Prompt
Only a verbatim restatement of the lines from the one with "Build a gazetteer" through the end of the listing below is wanted. Pictures should be left out.
-.-.-
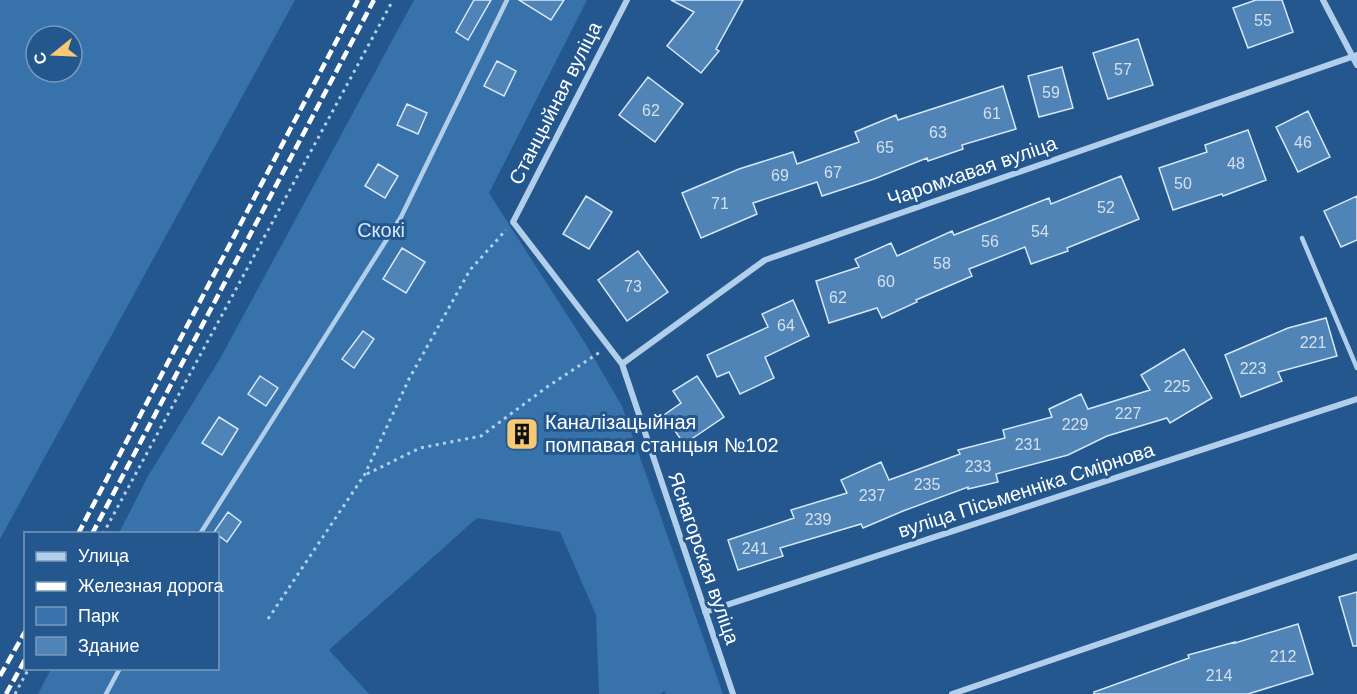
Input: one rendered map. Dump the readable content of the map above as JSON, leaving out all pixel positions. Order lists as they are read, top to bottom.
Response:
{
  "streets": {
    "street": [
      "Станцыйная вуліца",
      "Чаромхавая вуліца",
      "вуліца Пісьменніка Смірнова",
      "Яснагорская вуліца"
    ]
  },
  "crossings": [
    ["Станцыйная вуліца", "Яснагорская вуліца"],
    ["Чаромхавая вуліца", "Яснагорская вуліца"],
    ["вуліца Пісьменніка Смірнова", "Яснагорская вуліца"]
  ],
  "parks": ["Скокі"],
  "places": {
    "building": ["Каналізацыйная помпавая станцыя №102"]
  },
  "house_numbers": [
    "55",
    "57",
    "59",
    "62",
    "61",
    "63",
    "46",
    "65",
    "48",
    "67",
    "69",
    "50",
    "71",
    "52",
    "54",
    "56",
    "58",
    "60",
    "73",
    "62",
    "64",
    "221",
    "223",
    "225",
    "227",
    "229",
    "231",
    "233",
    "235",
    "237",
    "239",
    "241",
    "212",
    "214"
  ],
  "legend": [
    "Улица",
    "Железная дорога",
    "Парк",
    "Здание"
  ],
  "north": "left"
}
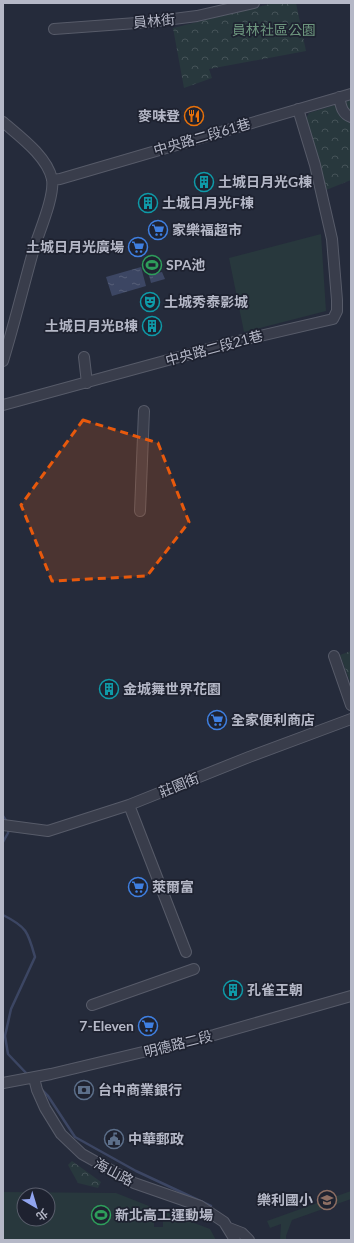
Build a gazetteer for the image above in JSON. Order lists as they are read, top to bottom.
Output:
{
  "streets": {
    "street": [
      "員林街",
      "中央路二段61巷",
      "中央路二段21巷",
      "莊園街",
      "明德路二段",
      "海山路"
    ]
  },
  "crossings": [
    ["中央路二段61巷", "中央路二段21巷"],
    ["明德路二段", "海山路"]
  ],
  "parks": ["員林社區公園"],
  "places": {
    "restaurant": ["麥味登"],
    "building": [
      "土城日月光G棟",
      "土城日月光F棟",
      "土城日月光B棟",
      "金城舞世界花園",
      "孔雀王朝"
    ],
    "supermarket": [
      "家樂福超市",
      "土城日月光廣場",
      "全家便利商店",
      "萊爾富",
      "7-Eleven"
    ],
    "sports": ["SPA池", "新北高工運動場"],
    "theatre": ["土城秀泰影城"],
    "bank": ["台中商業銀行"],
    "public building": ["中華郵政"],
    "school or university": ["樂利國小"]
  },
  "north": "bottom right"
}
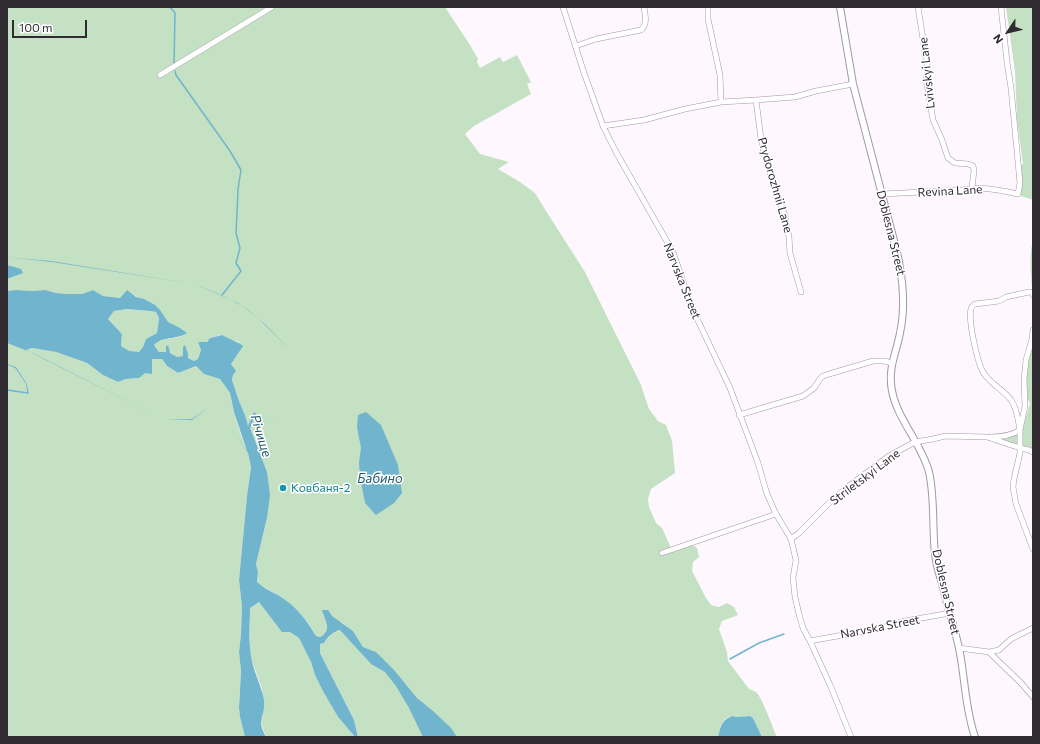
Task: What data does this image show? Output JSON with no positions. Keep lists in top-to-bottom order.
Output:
-.-.-
Exercise response
Build a gazetteer for the image above in JSON. Order lists as they are read, top to bottom.
Output:
{
  "streets": {
    "street": [
      "員林街",
      "中央路二段61巷",
      "中央路二段21巷",
      "莊園街",
      "明德路二段",
      "海山路"
    ]
  },
  "crossings": [
    ["中央路二段61巷", "中央路二段21巷"],
    ["明德路二段", "海山路"]
  ],
  "parks": ["員林社區公園"],
  "places": {
    "restaurant": ["麥味登"],
    "building": [
      "土城日月光G棟",
      "土城日月光F棟",
      "土城日月光B棟",
      "金城舞世界花園",
      "孔雀王朝"
    ],
    "supermarket": [
      "家樂福超市",
      "土城日月光廣場",
      "全家便利商店",
      "萊爾富",
      "7-Eleven"
    ],
    "sports": ["SPA池", "新北高工運動場"],
    "theatre": ["土城秀泰影城"],
    "bank": ["台中商業銀行"],
    "public building": ["中華郵政"],
    "school or university": ["樂利國小"]
  },
  "north": "bottom right"
}
Task: What data does this image show? Output JSON with no positions. Keep lists in top-to-bottom order.
Output:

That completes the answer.